═════ DATA FOR THIS EXERCISE

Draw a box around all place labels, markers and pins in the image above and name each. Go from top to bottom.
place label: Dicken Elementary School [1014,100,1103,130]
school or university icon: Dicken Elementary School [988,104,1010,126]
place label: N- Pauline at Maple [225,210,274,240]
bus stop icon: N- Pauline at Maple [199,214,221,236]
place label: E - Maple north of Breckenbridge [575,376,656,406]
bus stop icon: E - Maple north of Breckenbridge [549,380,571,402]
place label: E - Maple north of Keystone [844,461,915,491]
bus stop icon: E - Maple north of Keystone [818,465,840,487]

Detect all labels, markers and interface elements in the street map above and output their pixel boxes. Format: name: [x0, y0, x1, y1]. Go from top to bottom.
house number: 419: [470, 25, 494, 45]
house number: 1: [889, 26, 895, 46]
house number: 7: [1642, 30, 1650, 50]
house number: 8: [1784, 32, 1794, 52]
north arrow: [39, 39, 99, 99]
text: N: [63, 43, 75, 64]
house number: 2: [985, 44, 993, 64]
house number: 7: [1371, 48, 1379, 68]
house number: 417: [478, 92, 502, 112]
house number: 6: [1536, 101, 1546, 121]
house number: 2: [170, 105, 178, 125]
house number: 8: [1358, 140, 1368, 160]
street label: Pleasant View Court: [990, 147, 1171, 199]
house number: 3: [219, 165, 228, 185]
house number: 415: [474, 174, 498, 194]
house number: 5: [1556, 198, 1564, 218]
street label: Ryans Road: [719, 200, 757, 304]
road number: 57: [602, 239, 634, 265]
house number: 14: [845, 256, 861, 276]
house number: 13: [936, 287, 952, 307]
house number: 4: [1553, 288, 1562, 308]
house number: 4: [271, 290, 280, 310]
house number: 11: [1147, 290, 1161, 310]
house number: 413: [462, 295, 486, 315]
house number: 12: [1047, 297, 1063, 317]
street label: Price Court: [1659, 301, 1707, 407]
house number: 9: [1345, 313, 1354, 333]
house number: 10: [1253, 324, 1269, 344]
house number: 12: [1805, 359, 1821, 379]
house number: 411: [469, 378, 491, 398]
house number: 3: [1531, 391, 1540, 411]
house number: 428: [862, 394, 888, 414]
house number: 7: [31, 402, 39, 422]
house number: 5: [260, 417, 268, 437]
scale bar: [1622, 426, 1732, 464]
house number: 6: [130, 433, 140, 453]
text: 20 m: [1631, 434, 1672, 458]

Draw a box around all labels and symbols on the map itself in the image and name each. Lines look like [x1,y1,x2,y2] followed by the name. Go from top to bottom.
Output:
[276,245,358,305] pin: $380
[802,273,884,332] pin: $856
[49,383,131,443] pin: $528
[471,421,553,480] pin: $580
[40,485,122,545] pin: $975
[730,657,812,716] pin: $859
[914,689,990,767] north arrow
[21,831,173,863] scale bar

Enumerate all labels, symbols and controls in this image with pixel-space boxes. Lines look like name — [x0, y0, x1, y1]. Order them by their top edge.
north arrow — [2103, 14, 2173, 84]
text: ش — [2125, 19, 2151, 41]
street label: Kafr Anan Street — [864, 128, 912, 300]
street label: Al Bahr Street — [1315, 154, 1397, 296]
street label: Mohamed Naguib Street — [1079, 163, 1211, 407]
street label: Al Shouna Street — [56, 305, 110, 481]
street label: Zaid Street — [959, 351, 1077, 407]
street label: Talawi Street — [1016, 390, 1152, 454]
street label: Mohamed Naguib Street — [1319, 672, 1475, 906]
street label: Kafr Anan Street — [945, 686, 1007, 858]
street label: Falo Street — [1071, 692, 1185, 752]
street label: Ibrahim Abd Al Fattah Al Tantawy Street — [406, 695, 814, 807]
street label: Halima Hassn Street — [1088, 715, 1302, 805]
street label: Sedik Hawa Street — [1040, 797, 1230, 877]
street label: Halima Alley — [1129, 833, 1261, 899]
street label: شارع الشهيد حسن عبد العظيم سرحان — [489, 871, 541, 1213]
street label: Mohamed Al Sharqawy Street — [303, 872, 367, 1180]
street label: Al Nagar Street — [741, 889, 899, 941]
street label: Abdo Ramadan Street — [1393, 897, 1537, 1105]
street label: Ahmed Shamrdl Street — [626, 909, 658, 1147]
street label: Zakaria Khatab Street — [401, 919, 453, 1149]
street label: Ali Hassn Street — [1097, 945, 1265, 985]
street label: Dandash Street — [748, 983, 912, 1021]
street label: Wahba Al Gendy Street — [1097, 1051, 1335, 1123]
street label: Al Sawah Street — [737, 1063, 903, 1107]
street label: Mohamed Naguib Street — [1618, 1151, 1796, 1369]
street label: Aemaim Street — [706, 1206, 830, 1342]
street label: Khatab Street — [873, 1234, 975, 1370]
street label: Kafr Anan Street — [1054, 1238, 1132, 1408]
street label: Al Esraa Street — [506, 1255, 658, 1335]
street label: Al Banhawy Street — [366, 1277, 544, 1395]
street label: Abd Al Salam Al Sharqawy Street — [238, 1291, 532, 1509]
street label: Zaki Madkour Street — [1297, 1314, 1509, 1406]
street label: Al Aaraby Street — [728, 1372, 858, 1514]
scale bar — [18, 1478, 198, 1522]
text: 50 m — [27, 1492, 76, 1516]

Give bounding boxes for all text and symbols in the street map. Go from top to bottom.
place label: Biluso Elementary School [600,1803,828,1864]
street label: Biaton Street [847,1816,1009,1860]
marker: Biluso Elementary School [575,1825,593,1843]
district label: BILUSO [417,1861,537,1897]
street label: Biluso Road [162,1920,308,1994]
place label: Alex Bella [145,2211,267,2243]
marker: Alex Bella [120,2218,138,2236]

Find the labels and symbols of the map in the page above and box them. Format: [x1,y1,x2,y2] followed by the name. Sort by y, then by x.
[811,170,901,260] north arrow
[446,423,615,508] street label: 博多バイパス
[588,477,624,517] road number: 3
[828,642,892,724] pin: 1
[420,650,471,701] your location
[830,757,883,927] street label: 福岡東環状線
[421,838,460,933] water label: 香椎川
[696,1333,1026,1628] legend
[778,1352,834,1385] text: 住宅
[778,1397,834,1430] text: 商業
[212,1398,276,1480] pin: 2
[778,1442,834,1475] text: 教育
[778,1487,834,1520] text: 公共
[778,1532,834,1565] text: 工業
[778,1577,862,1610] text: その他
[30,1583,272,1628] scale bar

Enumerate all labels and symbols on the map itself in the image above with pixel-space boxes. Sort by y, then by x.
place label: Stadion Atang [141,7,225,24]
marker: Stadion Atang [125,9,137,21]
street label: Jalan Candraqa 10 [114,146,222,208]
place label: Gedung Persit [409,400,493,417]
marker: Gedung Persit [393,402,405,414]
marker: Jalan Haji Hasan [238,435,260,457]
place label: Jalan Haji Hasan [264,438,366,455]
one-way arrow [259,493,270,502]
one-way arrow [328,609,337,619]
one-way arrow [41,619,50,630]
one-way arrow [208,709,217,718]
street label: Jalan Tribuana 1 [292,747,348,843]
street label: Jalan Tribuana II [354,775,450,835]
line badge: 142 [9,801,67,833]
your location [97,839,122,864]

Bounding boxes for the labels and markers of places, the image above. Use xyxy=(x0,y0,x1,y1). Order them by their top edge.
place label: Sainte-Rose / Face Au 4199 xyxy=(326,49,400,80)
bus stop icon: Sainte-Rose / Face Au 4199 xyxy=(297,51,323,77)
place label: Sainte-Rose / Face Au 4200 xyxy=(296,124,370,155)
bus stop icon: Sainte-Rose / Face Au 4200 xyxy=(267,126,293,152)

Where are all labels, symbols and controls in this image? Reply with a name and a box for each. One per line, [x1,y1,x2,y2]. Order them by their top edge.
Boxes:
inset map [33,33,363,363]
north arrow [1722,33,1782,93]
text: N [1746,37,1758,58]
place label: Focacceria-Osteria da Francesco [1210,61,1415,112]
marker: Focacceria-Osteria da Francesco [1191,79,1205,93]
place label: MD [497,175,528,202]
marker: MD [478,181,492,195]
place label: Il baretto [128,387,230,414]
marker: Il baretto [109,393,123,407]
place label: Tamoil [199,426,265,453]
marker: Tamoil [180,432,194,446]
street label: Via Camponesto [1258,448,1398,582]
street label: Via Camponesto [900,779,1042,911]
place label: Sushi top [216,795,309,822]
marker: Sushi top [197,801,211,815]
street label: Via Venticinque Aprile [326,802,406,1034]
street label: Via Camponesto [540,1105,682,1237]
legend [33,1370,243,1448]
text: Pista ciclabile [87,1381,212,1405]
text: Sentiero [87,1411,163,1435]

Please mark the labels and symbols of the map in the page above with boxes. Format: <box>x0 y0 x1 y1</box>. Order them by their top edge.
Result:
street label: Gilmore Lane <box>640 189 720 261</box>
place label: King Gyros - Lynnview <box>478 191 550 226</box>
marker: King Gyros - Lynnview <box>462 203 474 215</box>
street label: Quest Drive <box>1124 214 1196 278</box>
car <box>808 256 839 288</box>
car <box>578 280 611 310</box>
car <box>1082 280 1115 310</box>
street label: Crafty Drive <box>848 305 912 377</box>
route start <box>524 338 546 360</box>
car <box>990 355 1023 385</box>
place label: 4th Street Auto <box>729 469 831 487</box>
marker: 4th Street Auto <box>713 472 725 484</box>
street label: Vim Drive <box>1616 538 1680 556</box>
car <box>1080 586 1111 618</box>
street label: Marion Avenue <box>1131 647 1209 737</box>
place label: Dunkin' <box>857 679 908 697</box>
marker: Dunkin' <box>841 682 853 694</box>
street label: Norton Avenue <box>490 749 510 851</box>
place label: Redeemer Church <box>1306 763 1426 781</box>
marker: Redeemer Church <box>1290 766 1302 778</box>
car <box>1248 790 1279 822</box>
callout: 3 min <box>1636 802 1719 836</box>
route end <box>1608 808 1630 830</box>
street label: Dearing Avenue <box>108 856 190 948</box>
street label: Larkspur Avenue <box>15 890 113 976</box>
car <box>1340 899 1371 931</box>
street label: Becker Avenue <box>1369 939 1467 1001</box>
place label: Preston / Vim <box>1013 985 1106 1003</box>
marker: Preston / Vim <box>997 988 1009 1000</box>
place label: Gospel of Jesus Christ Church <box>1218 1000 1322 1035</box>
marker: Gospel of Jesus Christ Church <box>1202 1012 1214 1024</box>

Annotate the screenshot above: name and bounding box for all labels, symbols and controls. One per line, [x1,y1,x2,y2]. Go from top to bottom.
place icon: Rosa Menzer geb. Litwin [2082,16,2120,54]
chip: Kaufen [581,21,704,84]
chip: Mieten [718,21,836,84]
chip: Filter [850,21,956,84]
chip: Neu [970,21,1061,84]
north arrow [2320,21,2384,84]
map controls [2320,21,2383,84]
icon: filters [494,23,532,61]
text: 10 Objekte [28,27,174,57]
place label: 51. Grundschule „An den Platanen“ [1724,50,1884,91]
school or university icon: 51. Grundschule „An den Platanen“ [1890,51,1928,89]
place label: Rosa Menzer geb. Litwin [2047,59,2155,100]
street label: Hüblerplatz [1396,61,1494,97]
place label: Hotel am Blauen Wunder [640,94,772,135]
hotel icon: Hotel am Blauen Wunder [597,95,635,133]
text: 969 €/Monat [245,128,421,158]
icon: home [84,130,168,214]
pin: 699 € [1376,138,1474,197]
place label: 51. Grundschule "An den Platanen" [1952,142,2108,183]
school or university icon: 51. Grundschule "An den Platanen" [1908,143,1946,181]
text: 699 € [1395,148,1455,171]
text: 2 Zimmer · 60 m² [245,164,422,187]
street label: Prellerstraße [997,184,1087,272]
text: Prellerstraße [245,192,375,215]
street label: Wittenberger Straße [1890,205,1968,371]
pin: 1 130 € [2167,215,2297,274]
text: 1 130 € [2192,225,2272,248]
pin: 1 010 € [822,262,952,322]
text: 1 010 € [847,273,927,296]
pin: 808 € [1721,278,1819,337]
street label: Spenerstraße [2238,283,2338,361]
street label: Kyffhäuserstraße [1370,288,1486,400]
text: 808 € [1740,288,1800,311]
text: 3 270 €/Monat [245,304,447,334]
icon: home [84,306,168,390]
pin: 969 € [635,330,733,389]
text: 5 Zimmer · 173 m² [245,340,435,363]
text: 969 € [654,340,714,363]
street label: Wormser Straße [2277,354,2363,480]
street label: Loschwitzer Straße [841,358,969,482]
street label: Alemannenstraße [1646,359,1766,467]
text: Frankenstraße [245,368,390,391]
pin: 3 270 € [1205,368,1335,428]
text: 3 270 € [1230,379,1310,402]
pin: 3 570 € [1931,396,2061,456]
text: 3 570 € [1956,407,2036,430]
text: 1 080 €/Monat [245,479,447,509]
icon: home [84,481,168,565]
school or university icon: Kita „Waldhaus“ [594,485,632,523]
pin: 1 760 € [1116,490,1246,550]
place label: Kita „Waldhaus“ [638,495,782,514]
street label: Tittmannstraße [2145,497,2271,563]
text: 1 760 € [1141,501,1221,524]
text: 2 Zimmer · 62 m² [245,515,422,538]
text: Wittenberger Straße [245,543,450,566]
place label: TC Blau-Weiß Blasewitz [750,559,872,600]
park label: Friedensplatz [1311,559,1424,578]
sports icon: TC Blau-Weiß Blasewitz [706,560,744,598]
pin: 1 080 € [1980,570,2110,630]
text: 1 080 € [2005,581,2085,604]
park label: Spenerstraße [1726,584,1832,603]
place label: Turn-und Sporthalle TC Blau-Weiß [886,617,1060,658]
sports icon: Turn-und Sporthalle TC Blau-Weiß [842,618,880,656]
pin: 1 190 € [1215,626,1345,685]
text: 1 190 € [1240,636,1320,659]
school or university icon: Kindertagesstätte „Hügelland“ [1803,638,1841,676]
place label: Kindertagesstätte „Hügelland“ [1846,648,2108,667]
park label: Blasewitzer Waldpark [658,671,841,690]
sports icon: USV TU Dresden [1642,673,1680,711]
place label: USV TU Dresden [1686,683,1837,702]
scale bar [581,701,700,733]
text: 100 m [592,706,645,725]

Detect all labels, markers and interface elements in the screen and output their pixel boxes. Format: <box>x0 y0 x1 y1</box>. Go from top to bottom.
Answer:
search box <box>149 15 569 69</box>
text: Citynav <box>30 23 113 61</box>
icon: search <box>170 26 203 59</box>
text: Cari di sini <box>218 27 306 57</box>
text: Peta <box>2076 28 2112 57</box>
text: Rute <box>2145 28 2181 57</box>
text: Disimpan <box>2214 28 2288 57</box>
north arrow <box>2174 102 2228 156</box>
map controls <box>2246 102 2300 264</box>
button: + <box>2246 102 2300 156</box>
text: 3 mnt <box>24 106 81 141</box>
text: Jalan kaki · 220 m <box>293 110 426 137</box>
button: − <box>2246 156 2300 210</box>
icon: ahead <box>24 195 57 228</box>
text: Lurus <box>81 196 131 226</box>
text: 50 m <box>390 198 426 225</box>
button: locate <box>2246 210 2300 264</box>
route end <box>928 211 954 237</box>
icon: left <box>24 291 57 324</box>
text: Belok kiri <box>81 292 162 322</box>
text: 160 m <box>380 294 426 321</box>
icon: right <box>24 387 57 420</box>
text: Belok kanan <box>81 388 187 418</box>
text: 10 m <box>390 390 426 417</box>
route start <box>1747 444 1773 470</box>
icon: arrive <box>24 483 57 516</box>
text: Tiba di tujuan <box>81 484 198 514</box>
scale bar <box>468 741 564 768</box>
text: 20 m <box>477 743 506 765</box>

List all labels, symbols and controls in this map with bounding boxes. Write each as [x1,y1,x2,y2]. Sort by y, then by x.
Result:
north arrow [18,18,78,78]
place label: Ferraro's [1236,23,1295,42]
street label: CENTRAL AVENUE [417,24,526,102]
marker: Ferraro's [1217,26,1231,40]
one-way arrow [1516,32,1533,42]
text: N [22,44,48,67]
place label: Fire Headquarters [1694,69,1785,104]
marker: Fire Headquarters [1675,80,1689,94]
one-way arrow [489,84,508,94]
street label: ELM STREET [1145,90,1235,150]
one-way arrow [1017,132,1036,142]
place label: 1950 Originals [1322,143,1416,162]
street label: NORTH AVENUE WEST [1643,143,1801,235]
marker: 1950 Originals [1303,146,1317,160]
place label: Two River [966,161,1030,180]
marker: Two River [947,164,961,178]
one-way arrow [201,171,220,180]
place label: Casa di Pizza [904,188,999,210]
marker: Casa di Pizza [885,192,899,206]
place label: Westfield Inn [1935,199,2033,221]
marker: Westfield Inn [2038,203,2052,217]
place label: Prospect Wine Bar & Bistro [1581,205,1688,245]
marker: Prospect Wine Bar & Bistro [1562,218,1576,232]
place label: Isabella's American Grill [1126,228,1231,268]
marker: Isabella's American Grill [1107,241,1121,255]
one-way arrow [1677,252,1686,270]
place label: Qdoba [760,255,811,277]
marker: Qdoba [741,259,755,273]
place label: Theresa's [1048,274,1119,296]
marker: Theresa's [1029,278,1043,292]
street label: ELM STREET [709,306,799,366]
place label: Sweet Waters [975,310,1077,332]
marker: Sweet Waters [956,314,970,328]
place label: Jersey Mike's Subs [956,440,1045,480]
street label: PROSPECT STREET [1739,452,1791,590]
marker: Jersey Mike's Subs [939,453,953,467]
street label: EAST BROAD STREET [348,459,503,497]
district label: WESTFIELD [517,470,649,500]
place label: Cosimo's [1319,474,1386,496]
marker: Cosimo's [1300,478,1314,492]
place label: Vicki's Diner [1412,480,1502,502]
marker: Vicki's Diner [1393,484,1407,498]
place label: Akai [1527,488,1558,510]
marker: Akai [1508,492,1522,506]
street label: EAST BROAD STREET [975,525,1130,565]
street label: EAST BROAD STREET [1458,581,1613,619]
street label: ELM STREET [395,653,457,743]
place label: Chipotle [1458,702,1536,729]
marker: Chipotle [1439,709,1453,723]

══════════

DIRECTIONS:
Return a copy of each line in the entries that contains "elements".

EXPECTED ANSWER:
Detect all labels, markers and interface elements in the street map above and output their pixel boxes. Format: name: [x0, y0, x1, y1]. Go from top to bottom.
Detect all labels, markers and interface elements in the screen and output their pixel boxes. Format: <box>x0 y0 x1 y1</box>. Go from top to bottom.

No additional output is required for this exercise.